Stored data
● ● ●
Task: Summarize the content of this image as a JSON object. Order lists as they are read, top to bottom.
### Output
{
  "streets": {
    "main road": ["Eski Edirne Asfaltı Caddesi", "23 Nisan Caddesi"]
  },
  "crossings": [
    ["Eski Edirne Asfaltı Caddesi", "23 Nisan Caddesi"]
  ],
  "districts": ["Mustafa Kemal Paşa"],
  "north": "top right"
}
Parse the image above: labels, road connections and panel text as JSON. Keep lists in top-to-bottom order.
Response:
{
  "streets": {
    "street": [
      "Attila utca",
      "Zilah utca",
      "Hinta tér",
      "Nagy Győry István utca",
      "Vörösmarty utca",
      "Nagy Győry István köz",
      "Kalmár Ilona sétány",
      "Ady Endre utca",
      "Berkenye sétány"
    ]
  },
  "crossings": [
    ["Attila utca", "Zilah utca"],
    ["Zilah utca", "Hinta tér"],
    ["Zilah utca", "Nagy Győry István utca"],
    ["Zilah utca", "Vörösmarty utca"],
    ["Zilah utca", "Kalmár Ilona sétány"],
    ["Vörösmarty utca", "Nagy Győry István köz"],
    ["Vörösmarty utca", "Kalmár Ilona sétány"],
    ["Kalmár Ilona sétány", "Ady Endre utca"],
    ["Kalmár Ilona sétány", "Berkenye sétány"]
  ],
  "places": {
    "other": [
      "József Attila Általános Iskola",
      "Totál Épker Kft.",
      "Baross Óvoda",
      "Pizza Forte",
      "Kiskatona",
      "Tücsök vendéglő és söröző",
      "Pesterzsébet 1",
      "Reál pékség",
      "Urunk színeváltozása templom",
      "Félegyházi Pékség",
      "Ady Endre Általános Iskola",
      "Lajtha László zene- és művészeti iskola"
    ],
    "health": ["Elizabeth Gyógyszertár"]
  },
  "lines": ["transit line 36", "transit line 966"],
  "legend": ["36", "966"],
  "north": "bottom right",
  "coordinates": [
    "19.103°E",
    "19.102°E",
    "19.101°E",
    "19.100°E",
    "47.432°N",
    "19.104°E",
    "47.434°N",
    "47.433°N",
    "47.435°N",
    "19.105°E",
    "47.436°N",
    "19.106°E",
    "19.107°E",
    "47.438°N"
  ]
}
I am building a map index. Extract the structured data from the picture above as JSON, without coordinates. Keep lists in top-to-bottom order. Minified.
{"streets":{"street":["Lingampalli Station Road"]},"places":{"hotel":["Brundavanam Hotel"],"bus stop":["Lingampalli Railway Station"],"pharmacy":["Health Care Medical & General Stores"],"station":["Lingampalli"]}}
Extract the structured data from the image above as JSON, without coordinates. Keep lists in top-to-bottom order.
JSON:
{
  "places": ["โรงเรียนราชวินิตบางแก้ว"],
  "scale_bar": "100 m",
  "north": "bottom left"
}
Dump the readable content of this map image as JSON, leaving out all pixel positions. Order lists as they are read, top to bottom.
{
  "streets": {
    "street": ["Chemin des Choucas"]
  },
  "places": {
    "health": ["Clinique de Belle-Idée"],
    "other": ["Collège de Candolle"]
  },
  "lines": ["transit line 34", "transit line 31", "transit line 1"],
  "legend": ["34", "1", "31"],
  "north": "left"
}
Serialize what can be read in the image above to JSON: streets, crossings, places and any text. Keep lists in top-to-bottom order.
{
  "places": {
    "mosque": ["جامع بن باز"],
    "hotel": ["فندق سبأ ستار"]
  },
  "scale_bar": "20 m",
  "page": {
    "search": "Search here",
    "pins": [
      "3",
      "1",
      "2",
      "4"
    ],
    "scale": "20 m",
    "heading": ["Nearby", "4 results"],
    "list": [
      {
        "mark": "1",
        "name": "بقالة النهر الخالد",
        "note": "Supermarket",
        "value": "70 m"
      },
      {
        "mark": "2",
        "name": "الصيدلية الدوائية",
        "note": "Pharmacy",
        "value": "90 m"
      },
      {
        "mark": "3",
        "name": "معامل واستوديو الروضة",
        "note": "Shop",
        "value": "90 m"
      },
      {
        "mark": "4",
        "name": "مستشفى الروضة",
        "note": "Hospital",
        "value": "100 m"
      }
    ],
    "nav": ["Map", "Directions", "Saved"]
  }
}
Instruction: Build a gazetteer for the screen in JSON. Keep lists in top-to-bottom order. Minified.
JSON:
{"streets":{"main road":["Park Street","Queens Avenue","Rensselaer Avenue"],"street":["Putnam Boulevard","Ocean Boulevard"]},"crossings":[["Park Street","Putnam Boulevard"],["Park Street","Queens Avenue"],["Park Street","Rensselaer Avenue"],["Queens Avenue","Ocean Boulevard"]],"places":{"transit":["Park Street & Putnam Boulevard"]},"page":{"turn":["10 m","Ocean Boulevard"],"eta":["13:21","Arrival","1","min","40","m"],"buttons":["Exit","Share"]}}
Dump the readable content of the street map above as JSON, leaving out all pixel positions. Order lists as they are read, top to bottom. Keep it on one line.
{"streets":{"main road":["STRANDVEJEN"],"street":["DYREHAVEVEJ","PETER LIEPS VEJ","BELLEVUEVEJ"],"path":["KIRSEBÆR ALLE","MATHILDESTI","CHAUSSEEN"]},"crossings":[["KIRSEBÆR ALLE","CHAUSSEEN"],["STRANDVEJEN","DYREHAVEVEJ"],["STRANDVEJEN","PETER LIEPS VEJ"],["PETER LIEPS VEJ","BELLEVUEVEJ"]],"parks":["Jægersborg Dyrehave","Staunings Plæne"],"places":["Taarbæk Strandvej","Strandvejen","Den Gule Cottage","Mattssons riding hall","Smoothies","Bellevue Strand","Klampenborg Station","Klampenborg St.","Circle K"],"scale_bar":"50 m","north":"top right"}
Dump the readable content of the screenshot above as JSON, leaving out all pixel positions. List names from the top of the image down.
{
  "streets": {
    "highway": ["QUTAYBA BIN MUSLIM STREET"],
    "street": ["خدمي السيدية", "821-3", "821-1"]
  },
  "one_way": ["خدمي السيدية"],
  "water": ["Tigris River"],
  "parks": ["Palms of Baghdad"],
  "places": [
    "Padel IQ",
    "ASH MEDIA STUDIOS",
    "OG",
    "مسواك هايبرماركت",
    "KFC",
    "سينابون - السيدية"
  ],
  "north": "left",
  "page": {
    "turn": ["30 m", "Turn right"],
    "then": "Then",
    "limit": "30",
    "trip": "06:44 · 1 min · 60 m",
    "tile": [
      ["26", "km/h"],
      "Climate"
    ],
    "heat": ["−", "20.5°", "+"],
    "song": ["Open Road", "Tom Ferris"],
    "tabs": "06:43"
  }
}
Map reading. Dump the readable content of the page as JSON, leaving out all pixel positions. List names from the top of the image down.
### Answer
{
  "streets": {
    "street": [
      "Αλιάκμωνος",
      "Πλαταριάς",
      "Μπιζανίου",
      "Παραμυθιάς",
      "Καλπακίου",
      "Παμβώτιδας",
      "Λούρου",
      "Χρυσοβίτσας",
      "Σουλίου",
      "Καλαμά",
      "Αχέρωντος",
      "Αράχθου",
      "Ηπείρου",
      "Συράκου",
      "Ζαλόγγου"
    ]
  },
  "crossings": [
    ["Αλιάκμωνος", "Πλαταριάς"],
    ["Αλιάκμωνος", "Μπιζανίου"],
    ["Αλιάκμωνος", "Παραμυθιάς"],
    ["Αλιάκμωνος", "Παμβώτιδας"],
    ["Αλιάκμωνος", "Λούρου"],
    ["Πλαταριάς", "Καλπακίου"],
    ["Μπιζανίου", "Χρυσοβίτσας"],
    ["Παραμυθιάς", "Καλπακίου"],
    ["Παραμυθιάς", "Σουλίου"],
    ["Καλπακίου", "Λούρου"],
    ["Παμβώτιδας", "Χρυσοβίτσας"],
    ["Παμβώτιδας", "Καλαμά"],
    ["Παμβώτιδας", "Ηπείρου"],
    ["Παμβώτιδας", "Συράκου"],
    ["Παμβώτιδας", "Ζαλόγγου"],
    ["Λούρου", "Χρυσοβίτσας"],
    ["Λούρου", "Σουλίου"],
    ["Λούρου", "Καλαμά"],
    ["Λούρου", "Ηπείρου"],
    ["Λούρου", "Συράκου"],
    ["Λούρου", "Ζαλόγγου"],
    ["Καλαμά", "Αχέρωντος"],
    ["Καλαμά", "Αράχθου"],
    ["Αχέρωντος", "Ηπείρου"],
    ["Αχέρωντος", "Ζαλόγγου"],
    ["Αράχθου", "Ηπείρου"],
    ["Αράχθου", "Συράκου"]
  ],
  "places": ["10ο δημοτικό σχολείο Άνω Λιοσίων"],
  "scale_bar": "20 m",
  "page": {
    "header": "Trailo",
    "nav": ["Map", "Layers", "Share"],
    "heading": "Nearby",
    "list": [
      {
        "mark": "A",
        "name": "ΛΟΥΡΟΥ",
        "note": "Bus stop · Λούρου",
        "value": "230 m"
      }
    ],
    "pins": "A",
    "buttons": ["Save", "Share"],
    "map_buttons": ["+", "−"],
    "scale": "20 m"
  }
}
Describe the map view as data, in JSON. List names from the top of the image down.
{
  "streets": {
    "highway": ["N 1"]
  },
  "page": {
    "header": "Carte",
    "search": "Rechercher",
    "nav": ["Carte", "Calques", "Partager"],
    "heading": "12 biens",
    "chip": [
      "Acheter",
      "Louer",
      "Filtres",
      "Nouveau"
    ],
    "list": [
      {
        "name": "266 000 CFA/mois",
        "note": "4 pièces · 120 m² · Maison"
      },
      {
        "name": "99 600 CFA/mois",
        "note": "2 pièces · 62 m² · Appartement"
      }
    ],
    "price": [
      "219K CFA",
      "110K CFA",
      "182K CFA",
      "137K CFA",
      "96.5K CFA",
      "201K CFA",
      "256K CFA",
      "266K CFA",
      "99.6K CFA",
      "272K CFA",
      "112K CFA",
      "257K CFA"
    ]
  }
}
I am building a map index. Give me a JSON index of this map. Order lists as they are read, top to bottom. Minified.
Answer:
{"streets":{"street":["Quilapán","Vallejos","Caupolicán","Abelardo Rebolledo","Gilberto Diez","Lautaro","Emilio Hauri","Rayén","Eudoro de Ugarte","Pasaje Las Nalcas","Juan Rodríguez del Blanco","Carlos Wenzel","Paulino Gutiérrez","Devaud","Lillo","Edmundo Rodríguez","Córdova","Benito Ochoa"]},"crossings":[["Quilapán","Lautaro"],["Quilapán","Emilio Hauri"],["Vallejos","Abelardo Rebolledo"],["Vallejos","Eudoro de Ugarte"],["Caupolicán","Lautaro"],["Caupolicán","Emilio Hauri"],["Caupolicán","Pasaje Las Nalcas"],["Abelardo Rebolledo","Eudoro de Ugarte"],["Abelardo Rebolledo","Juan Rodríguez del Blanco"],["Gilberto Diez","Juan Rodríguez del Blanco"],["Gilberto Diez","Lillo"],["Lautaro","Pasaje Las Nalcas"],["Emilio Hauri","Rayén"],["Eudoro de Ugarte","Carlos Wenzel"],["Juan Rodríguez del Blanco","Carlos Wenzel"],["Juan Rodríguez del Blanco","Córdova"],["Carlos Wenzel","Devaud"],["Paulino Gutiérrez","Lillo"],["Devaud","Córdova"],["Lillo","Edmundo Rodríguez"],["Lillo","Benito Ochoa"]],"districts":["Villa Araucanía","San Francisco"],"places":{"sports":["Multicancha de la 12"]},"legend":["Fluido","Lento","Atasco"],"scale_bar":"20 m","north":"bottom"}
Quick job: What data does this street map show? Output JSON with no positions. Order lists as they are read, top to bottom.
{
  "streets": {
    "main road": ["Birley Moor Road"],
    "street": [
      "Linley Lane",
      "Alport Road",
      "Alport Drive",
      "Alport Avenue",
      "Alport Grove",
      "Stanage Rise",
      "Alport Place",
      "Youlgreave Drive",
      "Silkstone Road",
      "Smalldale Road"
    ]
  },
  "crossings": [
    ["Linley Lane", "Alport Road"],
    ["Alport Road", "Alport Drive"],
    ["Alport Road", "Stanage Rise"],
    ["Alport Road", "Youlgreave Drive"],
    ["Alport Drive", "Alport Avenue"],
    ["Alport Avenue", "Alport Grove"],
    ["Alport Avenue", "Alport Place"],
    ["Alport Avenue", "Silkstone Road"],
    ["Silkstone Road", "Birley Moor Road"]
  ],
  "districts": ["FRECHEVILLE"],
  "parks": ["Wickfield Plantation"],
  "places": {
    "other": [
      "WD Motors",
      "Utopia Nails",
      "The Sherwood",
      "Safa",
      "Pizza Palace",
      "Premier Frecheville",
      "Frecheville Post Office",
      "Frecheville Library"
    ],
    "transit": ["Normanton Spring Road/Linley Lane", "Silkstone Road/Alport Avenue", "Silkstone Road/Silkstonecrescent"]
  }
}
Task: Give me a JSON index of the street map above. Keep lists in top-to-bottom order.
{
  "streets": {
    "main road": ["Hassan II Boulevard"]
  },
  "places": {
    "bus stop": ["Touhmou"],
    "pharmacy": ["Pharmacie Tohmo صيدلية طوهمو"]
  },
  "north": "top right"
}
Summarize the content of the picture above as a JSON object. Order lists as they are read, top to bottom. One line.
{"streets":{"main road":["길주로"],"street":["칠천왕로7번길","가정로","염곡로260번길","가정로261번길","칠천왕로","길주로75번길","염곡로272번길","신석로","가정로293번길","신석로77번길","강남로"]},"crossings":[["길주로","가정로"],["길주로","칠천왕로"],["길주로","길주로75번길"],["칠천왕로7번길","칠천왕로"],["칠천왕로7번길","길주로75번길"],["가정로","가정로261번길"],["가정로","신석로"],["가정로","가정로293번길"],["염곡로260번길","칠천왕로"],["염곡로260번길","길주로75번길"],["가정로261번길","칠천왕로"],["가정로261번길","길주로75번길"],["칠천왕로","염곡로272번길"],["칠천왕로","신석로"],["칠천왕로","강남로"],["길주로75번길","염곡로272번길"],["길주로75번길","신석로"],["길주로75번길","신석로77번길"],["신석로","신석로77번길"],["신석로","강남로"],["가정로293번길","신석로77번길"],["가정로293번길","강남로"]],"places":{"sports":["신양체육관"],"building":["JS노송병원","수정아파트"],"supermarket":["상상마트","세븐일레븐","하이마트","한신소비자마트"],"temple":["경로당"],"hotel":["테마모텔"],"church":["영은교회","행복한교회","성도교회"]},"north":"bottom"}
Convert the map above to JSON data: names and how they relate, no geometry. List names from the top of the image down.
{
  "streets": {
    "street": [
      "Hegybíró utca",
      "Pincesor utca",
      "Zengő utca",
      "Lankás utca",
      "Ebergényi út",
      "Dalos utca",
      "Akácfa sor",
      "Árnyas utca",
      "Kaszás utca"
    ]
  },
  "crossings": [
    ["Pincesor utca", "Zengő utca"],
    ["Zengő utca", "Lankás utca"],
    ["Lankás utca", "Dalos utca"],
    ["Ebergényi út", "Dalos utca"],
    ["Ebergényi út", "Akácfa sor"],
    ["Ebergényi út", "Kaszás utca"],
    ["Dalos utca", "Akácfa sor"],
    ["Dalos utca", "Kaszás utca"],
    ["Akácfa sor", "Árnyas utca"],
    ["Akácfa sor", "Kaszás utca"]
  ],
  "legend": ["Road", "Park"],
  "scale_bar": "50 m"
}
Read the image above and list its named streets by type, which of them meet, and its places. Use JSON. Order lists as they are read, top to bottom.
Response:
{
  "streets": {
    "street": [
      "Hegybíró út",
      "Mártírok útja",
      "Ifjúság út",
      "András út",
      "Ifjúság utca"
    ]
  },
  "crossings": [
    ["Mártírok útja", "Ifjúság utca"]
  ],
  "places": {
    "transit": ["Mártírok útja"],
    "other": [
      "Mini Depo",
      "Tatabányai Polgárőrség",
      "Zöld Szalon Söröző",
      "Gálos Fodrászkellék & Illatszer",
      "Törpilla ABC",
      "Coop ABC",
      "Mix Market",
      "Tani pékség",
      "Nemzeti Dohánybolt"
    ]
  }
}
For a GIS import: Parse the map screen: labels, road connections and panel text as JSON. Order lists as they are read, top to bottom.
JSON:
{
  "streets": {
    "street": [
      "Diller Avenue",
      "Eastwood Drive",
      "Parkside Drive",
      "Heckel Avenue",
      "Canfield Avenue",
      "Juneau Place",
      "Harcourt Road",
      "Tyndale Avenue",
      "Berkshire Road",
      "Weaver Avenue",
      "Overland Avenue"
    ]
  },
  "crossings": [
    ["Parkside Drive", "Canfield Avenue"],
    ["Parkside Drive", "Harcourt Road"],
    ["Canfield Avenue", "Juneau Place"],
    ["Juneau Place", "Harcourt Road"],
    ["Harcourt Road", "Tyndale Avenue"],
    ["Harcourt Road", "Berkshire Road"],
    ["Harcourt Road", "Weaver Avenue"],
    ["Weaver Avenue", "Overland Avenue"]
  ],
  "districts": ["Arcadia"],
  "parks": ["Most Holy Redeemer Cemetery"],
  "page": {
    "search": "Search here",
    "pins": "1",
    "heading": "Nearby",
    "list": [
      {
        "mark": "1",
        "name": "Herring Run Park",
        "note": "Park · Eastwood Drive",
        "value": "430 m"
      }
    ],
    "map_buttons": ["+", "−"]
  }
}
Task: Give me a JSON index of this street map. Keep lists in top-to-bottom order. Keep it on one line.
● ● ●
_What is required_
Find "connections" in the preceding records. Copy each line that holds it.

_Reply_
Parse the image above: labels, road connections and panel text as JSON. Keep lists in top-to-bottom order.
For a GIS import: Parse the map screen: labels, road connections and panel text as JSON. Order lists as they are read, top to bottom.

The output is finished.